Sunday, February 28, 2016

Eye on Miami: Climate Change and Sea Level Rise Seminar - Yes you may yawn. By Geniusofdespair

You all yawned when all we wrote about was the housing bubble when we first started. And then when the bubble burst, our predictions rang true. We are way ahead on big issues because we both have big heads full of predictions. Remember that.

James Edward Hansen is an American adjunct professor in the Department of Earth and Environmental Sciences at Columbia University.

Every year the University of Miami hosts a 2 day seminar on Climate Change training people like me how to talk about the subject. They have for the last 6 years. I went this year and it is not a jolly-fest that is for sure. I learned a lot and sat next to the charming and intelligent Jose Regalado. The seminar was sponsored by the College of Arts and Sciences and the Department of Geological Sciences, and the Cleo Institute.

Besides the impressive presentations about sea level rise by scientists, there was one by 16 year old Delaney Reynolds who is making an amazing contribution. She founded The Sink or Swim Project.

I give the whole seminar 5 stars (the food was amazing too). Best cookies, lox and bagels, etc. breakfast and lunch were both a feast. I recommend you all go next year, and go without eating first. Join the Cleo Institute and they will announce the dates.

I asked Geology Professor Harold Wanless about the the clay layer 140 feet or so down that Miami Beach folks are talking about. Would that be a stable base for a seawall? You can't hold back the sea water with a wall on limestone, the water will just seep up under it, limestone is too porous. Wanless believes you have to go 1,000 feet at least to find a proper bed for a seawall. I think that would be expensive. So there is your answer to mitigation Marco Rubio. You can't pump, pump, pump water out forever. Have you given the mitigation you recommend any thought whatsoever?  I came away with the belief that: Most of Florida is up shit's creek with our limestone geology and Marco Rubio has given up on his home State when it comes to sea level rise.


Anonymous said...

Alternate clean energy sources if treated as a priority by our elected officials could contribute to local jobs and improve our dependance on fossil fuels. Denying that climate change and sea level rise can be addressed because it would hurt the economy is the exact opposite of reality.

Anonymous said...

Above anon, unfortunately most C level execs (FPL, etc) are on a less than 5 year plan and they don't care what happens after that, they'll have moved on with their profits. Elected officials are similar.

Slight typo in the post, should read CAN'T:

"You can hold back the sea water with a wall on limestone, it will just seep up under it, too porous."

Anonymous said...

Deforestation of Pine Rocklands adversely affects climate change. UM is officially the number 1 offender. I have to laugh that UM sponsors such a seminar. Was it co-sponsored by big sugar?

Anonymous said...

You have to take these sponsorship's with a grain of salt.

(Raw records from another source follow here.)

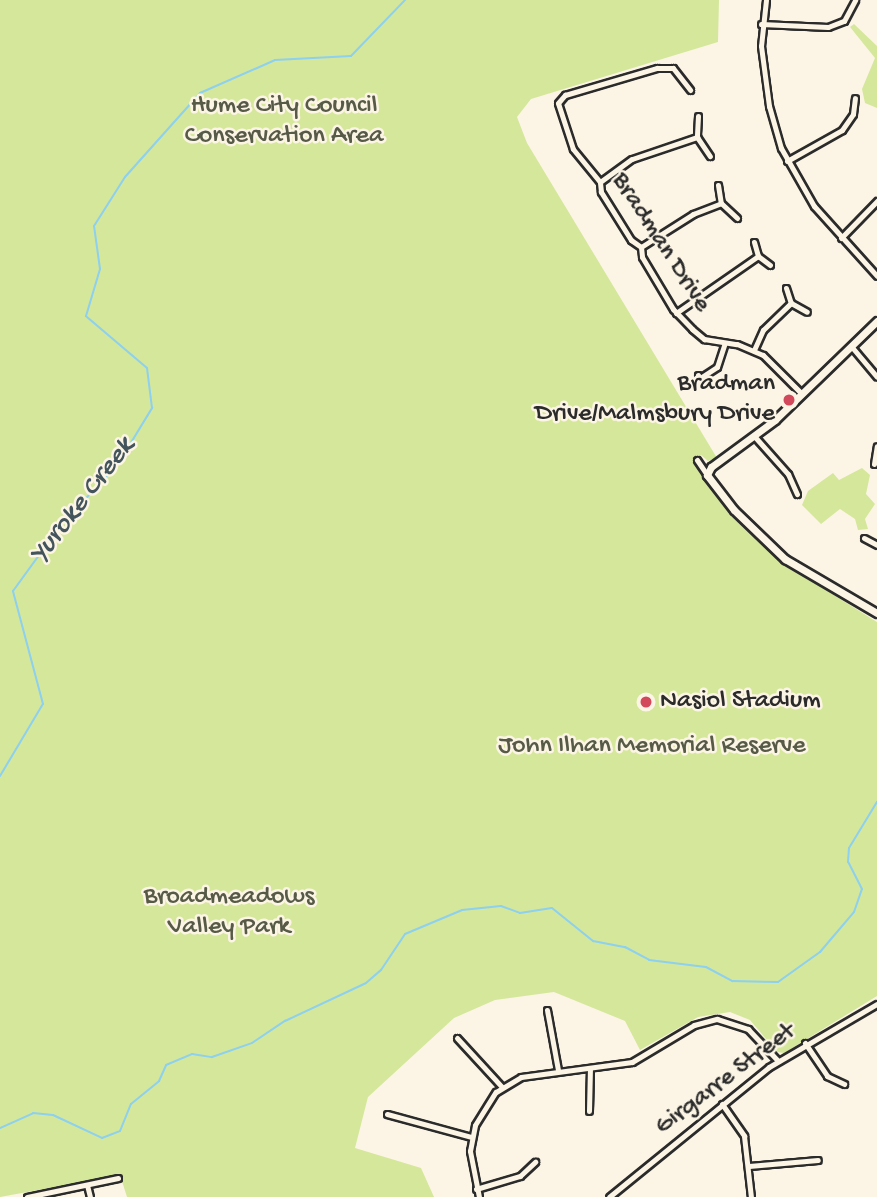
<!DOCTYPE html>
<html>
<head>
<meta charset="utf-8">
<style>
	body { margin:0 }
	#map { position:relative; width:877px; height:1197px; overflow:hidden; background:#fcf5e5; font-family:"Gochi Hand",sans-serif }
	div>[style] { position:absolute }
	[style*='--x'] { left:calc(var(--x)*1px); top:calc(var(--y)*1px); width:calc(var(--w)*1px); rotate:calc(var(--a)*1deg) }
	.green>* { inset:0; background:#d5e79b }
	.stream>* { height:2px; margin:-1px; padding:0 1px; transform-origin:1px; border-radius:1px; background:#8dd0ef }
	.roads { filter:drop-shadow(2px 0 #2b2b2b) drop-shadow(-2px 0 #2b2b2b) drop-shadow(0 2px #2b2b2b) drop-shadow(0 -2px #2b2b2b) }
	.minor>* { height:5px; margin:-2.5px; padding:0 2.5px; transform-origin:2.5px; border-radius:2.5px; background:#fcf5e5 }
	.tertiary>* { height:7px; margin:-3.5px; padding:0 3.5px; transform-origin:3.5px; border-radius:3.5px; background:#fcf5e5 }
	.dots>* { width:19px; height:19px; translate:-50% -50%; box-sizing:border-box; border:4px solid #fcf5e5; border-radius:50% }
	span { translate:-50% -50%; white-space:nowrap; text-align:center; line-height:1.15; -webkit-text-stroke:5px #fcf5e5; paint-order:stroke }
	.park-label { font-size:26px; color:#565a47 }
	.street-label { font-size:26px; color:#2b2b2b }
	.poi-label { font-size:26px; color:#2b2b2b }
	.right { translate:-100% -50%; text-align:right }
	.left { translate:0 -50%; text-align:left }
	.water-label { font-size:28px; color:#44545c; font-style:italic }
</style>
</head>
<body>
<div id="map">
	<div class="green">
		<div style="clip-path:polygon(0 0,719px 0,718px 42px,531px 99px,517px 117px,527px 143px,717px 458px,708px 461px,701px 455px,693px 461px,710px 487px,781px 562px,877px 622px,877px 996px,784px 1053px,777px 1052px,750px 1020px,730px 1012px,698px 1017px,640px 1050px,625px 1021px,554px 992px,495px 1000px,454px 1018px,368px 1097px,355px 1148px,421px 1168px,434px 1197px,127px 1197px,120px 1175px,0 1197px)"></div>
		<div style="clip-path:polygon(854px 24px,877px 46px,877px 108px,865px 103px,862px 89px,875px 58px,850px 27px)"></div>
		<div style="clip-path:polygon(862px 468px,870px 475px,866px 494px,875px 504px,865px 519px,868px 529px,858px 530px,855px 519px,840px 509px,821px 524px,802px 505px,808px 491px,833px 473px,839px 480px)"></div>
	</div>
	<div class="stream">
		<div style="--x:0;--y:776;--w:84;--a:-59.2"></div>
		<div style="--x:43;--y:704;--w:117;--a:-104.9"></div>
		<div style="--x:13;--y:591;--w:82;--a:-54"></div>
		<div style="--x:61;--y:525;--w:83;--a:-46.9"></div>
		<div style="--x:118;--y:464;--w:66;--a:-58.7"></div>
		<div style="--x:152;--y:408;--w:40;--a:-97.1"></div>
		<div style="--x:147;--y:368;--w:80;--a:-139.6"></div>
		<div style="--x:86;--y:316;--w:49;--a:-73.4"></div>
		<div style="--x:100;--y:269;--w:43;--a:-97.9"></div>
		<div style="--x:94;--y:226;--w:58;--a:-57.7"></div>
		<div style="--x:125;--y:177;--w:113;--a:-48.2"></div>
		<div style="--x:200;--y:93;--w:82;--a:-23.7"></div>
		<div style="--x:275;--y:60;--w:76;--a:-3"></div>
		<div style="--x:351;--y:56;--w:78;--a:-46"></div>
		<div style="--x:0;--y:1128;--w:36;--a:-24"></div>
		<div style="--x:33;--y:1113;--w:20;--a:6"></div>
		<div style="--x:53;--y:1115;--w:54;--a:25.1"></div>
		<div style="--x:102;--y:1138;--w:19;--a:-21"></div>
		<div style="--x:120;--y:1131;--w:29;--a:-68"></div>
		<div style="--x:131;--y:1104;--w:36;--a:-39"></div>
		<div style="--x:159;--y:1081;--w:17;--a:-66"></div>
		<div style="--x:166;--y:1065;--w:28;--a:-23"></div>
		<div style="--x:192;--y:1054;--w:20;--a:9"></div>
		<div style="--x:212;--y:1057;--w:42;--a:-19.3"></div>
		<div style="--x:252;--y:1043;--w:40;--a:-34"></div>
		<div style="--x:285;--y:1021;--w:89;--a:-25.1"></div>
		<div style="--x:366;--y:983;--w:20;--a:-41"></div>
		<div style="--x:381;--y:970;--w:43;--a:-56.3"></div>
		<div style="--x:405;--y:934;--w:62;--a:-22.8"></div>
		<div style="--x:462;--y:910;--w:39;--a:-6"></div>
		<div style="--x:501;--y:906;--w:20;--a:20"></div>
		<div style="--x:520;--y:913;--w:32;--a:-9"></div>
		<div style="--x:552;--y:908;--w:53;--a:38.8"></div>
		<div style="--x:593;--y:941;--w:33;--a:11"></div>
		<div style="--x:625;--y:947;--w:27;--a:28"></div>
		<div style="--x:649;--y:960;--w:57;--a:7"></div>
		<div style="--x:706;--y:967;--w:30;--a:28"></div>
		<div style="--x:732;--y:981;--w:46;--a:1.2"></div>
		<div style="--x:778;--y:982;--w:52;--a:-35.5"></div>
		<div style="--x:820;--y:952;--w:52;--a:-49.6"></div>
		<div style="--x:854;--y:912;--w:24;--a:-71"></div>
		<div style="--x:862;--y:889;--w:30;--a:-117"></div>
		<div style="--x:848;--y:862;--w:14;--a:-86"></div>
		<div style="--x:849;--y:848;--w:54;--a:-58.7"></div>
	</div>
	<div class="roads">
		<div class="minor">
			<div style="--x:766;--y:0;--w:46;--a:96.2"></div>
			<div style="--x:761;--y:46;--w:61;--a:82.4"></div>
			<div style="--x:769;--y:106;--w:44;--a:74.1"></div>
			<div style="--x:781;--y:148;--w:67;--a:60.4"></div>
			<div style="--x:814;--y:206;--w:94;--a:48"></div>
			<div style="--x:761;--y:24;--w:67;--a:2.6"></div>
			<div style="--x:828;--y:27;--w:17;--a:-21"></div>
			<div style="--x:844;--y:21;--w:24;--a:-62"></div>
			<div style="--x:698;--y:116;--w:21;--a:93"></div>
			<div style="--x:697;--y:137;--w:23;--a:56"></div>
			<div style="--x:787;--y:161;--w:63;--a:-29.4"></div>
			<div style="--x:842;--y:130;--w:19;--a:-55"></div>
			<div style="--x:853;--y:114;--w:16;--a:-83"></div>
			<div style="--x:600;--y:182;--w:39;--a:-36"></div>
			<div style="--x:632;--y:159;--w:69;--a:-18.7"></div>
			<div style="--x:718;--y:185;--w:18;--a:81"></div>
			<div style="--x:721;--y:203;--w:22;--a:43"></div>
			<div style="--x:841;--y:238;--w:52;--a:-45.8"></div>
			<div style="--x:754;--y:242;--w:15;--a:74"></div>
			<div style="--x:758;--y:256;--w:15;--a:37"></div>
			<div style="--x:641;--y:247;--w:12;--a:-145"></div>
			<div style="--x:631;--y:240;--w:57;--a:-122"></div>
			<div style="--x:601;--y:192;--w:10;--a:-96"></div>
			<div style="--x:600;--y:182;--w:43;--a:-129.3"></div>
			<div style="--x:573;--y:149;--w:48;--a:-108.1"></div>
			<div style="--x:558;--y:103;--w:11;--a:-49"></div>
			<div style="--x:565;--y:95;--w:96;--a:-16.4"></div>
			<div style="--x:657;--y:68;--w:16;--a:0"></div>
			<div style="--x:673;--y:68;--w:28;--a:52"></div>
			<div style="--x:641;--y:247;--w:10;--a:84"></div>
			<div style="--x:642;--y:257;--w:61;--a:59.2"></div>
			<div style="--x:673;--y:309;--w:28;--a:46"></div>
			<div style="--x:692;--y:329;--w:16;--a:40"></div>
			<div style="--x:704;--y:339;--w:33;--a:9"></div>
			<div style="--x:737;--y:344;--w:28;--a:23"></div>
			<div style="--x:763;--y:355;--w:55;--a:45"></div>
			<div style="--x:641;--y:247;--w:62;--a:-32.4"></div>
			<div style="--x:693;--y:214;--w:30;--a:-21"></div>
			<div style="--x:786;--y:288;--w:16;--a:72"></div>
			<div style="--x:791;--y:303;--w:18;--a:29"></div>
			<div style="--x:676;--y:313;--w:100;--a:-34.8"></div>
			<div style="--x:851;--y:346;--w:40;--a:50"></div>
			<div style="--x:754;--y:350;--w:22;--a:-66"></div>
			<div style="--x:763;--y:330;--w:39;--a:-44"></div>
			<div style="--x:698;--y:375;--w:10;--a:61"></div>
			<div style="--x:700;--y:378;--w:20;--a:-33"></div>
			<div style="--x:717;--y:367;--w:25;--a:-72"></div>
			<div style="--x:755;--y:437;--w:50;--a:48.3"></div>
			<div style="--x:788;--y:474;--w:22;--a:66"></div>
			<div style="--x:697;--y:460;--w:18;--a:56"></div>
			<div style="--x:874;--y:464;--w:18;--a:-81"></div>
			<div style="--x:864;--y:538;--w:15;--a:28"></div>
			<div style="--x:547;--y:1010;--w:61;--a:79.6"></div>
			<div style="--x:457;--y:1038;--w:67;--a:47.4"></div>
			<div style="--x:805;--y:1043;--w:40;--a:56"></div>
			<div style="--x:827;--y:1076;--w:19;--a:25"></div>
			<div style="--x:722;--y:1104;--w:39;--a:55"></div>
			<div style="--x:744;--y:1136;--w:61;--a:83.5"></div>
			<div style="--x:589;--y:1111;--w:43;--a:-88.7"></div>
			<div style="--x:387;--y:1114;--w:87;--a:15.3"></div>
			<div style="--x:749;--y:1166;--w:69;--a:-5"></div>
			<div style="--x:87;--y:1185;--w:12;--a:76"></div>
			<div style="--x:476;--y:1189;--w:46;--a:-16.5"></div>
			<div style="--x:520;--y:1176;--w:21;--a:-43"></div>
			<div style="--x:27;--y:1197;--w:93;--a:-11.8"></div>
			<div style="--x:479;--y:1197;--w:47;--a:-101.1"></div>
			<div style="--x:470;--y:1151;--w:26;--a:-79"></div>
			<div style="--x:475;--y:1125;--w:39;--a:-58"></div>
			<div style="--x:496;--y:1092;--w:29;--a:-31"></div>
			<div style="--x:521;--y:1077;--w:112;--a:-7.7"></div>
			<div style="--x:632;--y:1062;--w:72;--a:-30.8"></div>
			<div style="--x:694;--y:1025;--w:24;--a:-15"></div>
			<div style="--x:717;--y:1019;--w:33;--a:18"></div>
			<div style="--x:748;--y:1029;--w:44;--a:46.8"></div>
			<div style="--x:609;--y:1197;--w:206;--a:-39.1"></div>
			<div style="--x:769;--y:1067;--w:125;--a:-30.3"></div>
		</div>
		<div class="tertiary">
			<div style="--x:877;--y:321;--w:142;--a:135.9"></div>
			<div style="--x:775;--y:420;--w:79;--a:143.7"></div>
			<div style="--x:711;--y:467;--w:9;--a:117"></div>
			<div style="--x:707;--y:475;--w:44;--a:52.4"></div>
			<div style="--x:734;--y:510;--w:71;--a:43.9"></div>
			<div style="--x:785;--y:559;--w:107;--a:30.4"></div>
		</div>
	</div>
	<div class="dots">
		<div style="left:789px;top:400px;background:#d1495b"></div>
		<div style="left:646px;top:702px;background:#d1495b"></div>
	</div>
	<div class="park-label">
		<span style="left:284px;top:122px">Hume City Council<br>Conservation Area</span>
		<span style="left:652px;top:747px">John Ilhan Memorial Reserve</span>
		<span style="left:229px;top:913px">Broadmeadows<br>Valley Park</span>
	</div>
	<div class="street-label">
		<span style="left:660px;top:243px;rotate:57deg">Bradman Drive</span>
		<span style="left:726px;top:1080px;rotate:-37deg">Girgarre Street</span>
	</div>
	<div class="poi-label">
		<span class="right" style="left:775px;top:400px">Bradman<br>Drive/Malmsbury Drive</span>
		<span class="left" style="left:660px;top:702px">Nasiol Stadium</span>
	</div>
	<div class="water-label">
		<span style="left:83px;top:501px;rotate:-52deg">Yuroke Creek</span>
	</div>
</div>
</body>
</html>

Think of Federal Reserve: Not Federal and no Reserves. Does not seem to bother anybody.

Many times sponsorship's are a way of public relation to "foster" good will image.

In the end, thou shalt know them by they're deeds.

Anonymous said...

Miami Beach will allow more excessive building to cover the costs of any flood related projects. The convention center hotel is another project that is tied to flood protection. Altering all zoning height restrictions, parking requirements and building permits restrictions to pay for all these projects will be the norm. If you live on Miami Beach you are out of luck.

Anonymous said...

Local and state officials are not serious about mitigation or resilience or any of the other buzz words being floated around to quell investor selling panic in real estate. If they were they would stop allowing more building in harms way and start leaving open land to capture rising waters. They would be protecting and preserving barrier islands. Miami dade and Broward would not blast and destroy offshore coral reefs for their ill fated port expansions. Unfortunately when we realize our mistakes it will be too late. We know now what we should be trying to save miami or buy it more time - and it's not those pumps - but we choose not to. Perhaps doing the right things now - like NOT building that expensive convention center - will set off that panic. It's better to keep pretending until the bottom falls out - seemingly overnight after a Superstorm Sandy like event or an ecological collapse, like a Zika virus epidemic or a water supply catastrophe when our wells become contaminated by pollution or saltwater. Because it's all to terrible to contemplate and beyond our human ability to fix what we broke.